La película del día

Críticas de cine y cobertura de festivales

Melancolía (Melancholia, 2011)

  – ¿Qué?: El planeta Melancolía se acerca peligrosamente a la Tierra. Algunos científicos dicen que no chocará contra la misma, otros tienen serias dudas al respecto. Mientras, Justine y Michael celebran su boda por todo lo alto en casa de Claire, la hermana de la novia…

 – ¿Cuándo?: El lunes por la noche

 – ¿Dónde?: En los Cines Golem (repito, lunes, día del espectador, 5,60 euros)

 – ¿Por qué?: me arriesgo a ver todo lo que se presente como novedoso, distinto a lo habitual. Lars von Trier, sin ser santo de mi devoción, siempre promete eso. Y las buenas críticas de esta me dieron ganas de verla y de darle la oportunidad definitiva.

 – Merece la pena porque… es, por lo que yo he visto de él, la película más asequible de Lars von Trier. Con asequible me refiero a que es mucho más fácil de seguir y asimilar que otras. Quizás porque trata un tema más común en el cine, como es el fin del mundo. Aunque, como no podía ser de otra manera, “Melancolía” no es la típica película sobre el fin del mundo; tiene mucho más detrás. Pero vayamos por partes. Lars von Trier es una de esos directores-autores que dirigen, hacen y dicen lo que les da la gana, al margen de convencionalismos, gustos y cifras (como decíamos hace poco que le pasa también a Terrence Malick). Utiliza el cine como arma para exorcizar sus miedos y curar su mente, de modo que película y director se convierten en un todo indivisible. El problema viene cuando su ego se ve envuelto también la película, transformándose en un conjunto de locuras pretencioso y tan subjetivo que sólo el propio autor entiende, pero que no se preocupa por que los demás lo hagan. Pero “Melancolía” es muy contenida en ese sentido. Tras la polémica y excesiva “Anticristo” (Antichrist, 2009), esta película sigue esa línea psicológica y poética, pero es mucho más calmada, como si de algún modo, von Trier en su anterior película hubiese querido luchar contra sus miedos de un modo frenético, mientras que en esta última los tiene asumidos, y sabe que no tiene nada que hacer contra ellos.
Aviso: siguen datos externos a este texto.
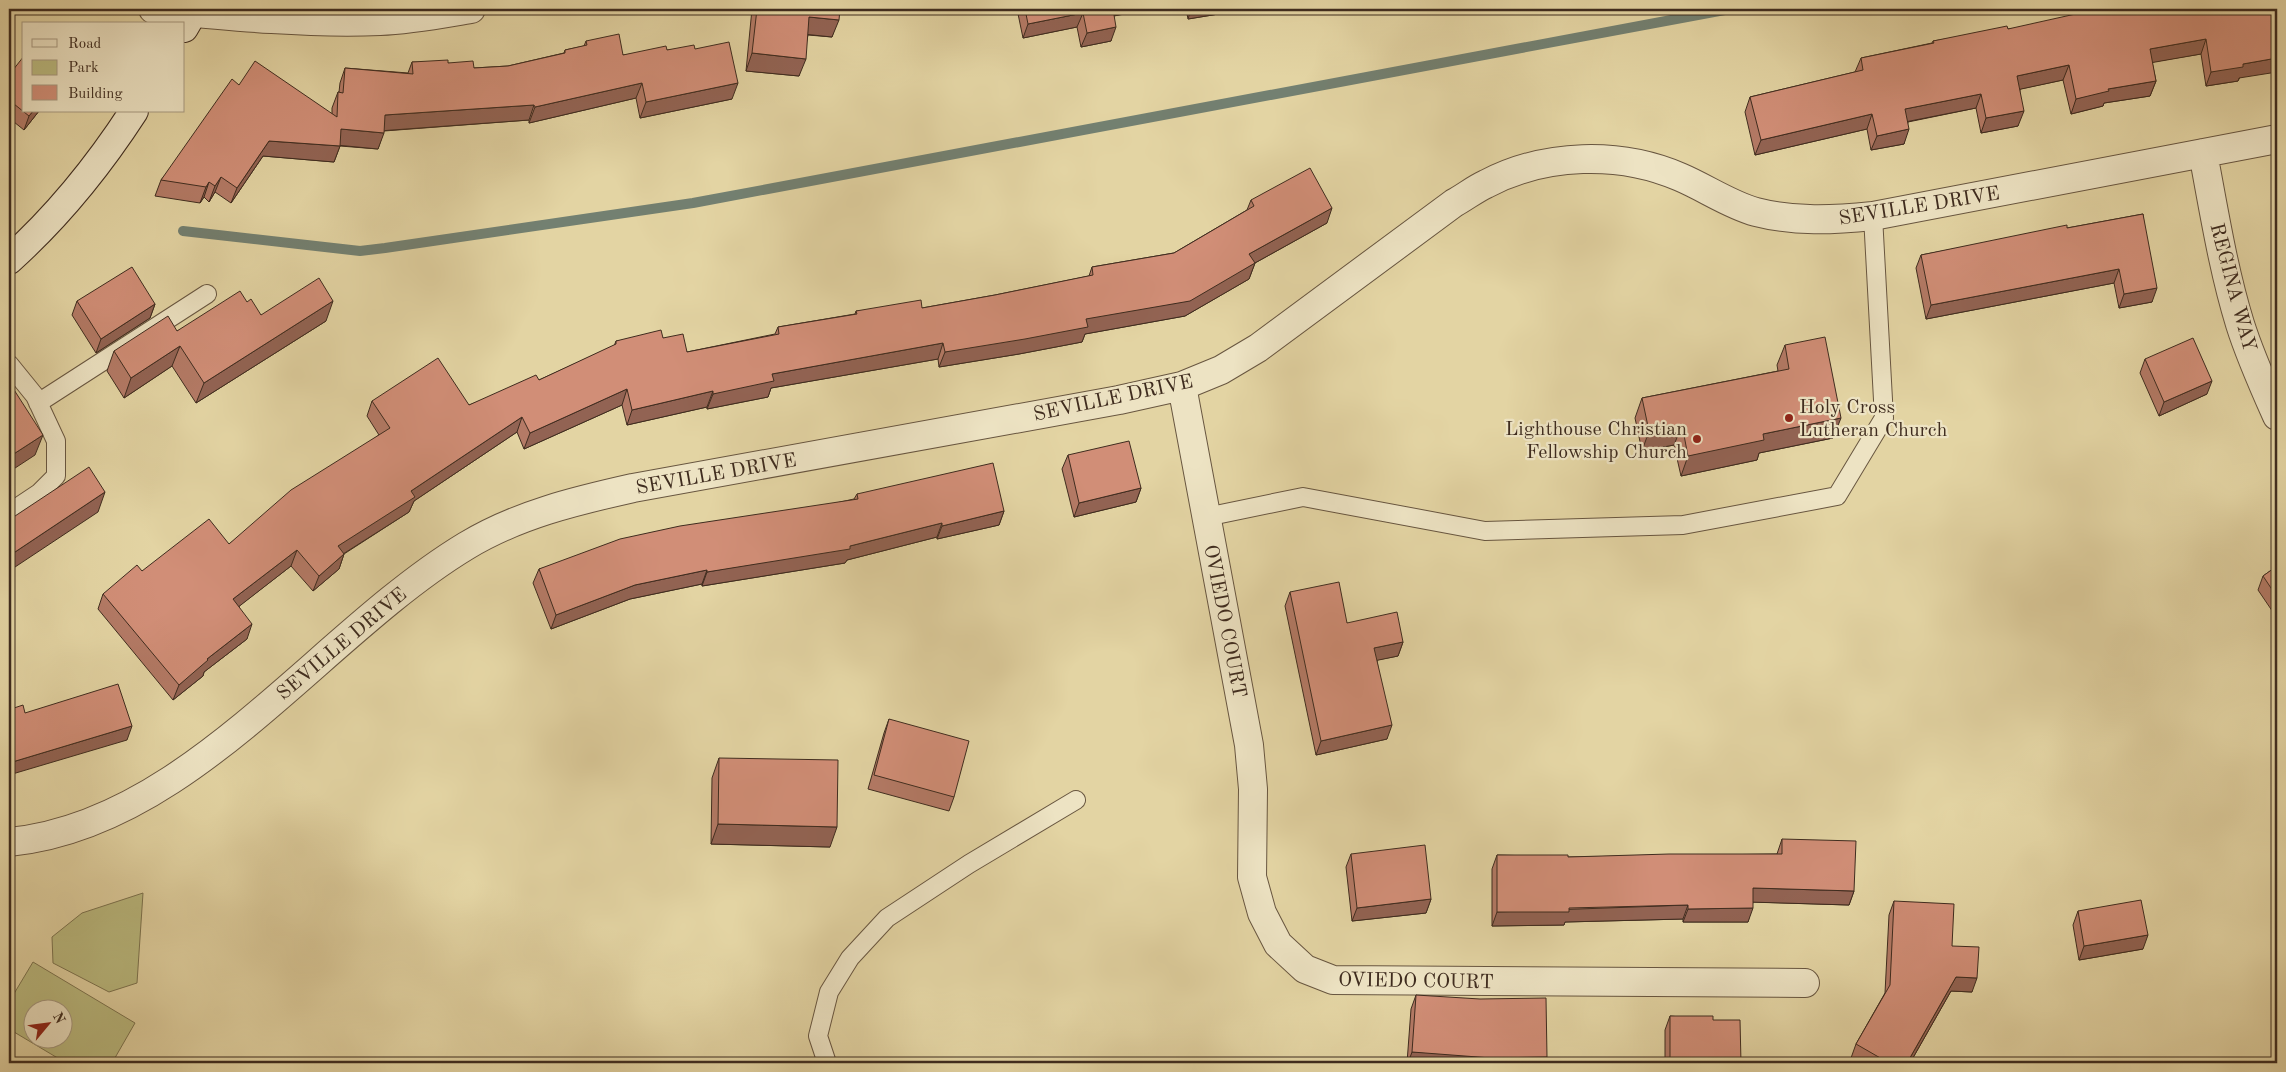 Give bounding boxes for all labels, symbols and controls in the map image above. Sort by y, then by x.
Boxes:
legend [22,22,185,112]
text: Road [68,37,102,52]
text: Park [68,61,99,76]
text: Building [68,87,123,102]
street label: SEVILLE DRIVE [1837,184,2001,230]
street label: REGINA WAY [2205,221,2259,354]
street label: SEVILLE DRIVE [1032,372,1195,426]
place label: Holy Cross Lutheran Church [1799,398,1948,441]
marker: Holy Cross Lutheran Church [1783,412,1795,424]
place label: Lighthouse Christian Fellowship Church [1505,420,1687,463]
marker: Lighthouse Christian Fellowship Church [1691,433,1703,445]
street label: SEVILLE DRIVE [634,451,798,499]
street label: OVIEDO COURT [1199,543,1249,700]
street label: SEVILLE DRIVE [274,585,411,705]
street label: OVIEDO COURT [1338,971,1494,993]
north arrow [22,1000,72,1050]
text: N [50,1010,67,1027]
El director consigue darle la vuelta al género y crear una película intimista donde se tratan temas como la depresión, la soledad, la desesperanza, el sentido de la vida y el (no) más allá. Pesimismo a su más puro estilo.
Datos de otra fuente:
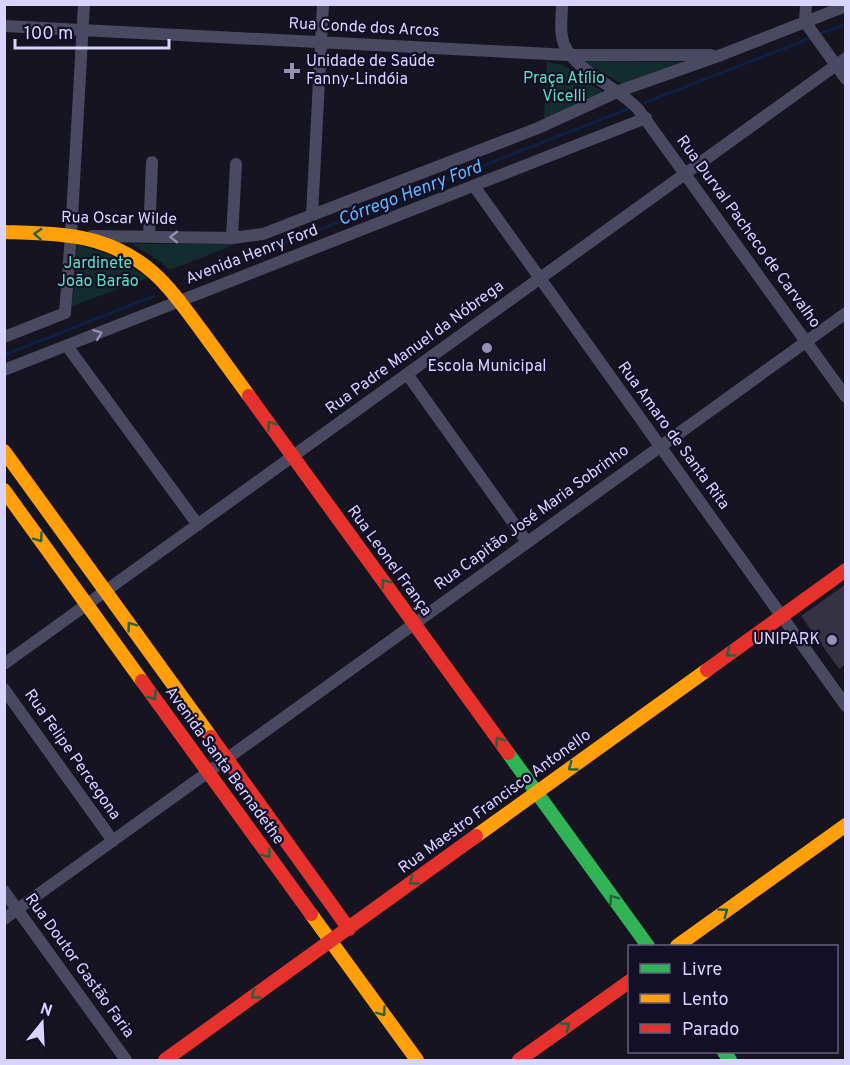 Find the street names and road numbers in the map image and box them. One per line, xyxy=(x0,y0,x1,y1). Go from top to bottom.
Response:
street label: Rua Conde dos Arcos xyxy=(288,14,440,42)
street label: Rua Durval Pacheco de Carvalho xyxy=(671,132,825,332)
street label: Rua Oscar Wilde xyxy=(61,208,177,230)
street label: Avenida Henry Ford xyxy=(183,221,321,289)
street label: Rua Padre Manuel da Nóbrega xyxy=(322,277,508,419)
street label: Rua Amaro de Santa Rita xyxy=(613,358,733,514)
street label: Rua Capitão José Maria Sobrinho xyxy=(431,441,633,595)
street label: Rua Leonel França xyxy=(342,502,436,620)
street label: Avenida Santa Bernadethe xyxy=(160,683,288,849)
street label: Rua Felipe Percegona xyxy=(19,686,125,824)
street label: Rua Maestro Francisco Antonello xyxy=(395,725,595,879)
street label: Rua Doutor Gastão Faria xyxy=(20,890,138,1042)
En la dirección, von Trier no abandona su estilo realista y cercano, de cámara en mano, de seguir a los personajes, de primeros planos, muy heredero todavía del Dogma que él mismo inventó, y sabe combinarlo con otro estilo visualmente apabullante. La película estéticamente es una belleza y un placer para los sentidos. Sobresaliente es la preciosa y muy cuidada fotografía de Manuel Alberto Claro, muy inspirada en la pintura romántica de artistas como Millais (Justine a lo “Ofelia”) o Friedrich (los personajes solos observando de espaldas el mundo). El tema musical principal (y único extra diegético), el Preludio de “Tristán e Isolda” de Wagner, ayuda a aumentar el romanticismo de la historia. Si técnicamente la película es intachable, narrativamente es bastante irregular. Está dividida en un prólogo y dos capítulos, lo cual parece deberse más a un capricho del director que a una necesidad narrativa auténtica. Ambas partes están muy descompensadas, la primera se centra más en la boda de Justine, sin hacer prácticamente referencia a Melancolía, si no más bien siendo un (buen) drama familiar, un tratamiento de la mente y las relaciones humanas. Eso está bien. Pero en la segunda parte, la película da un cambio radical, ya centrándose completamente en Melancolía y en su acercamiento a la Tierra. Ambas partes están muy bien por separado, y la primera parte se trataría de una metáfora de la segunda (la melancolía de Justine arrasa con su vida igual que Melancolía podría arrasar con la tierra). Esto sería muy interesante si no fuera porque no están bien enlazadas, y al poco rato de estar viendo la segunda parte (la mejor), a uno ya se le ha olvidado la primera, como si se tratara de otra película distinta. Esto puede deberse también a que es en la segunda parte cuando la película va creciendo en interés, tensión y agobio según avanza. Tiene su clímax en un final brutal y asombroso, de lo mejor que he podido ver en mucho tiempo en cine.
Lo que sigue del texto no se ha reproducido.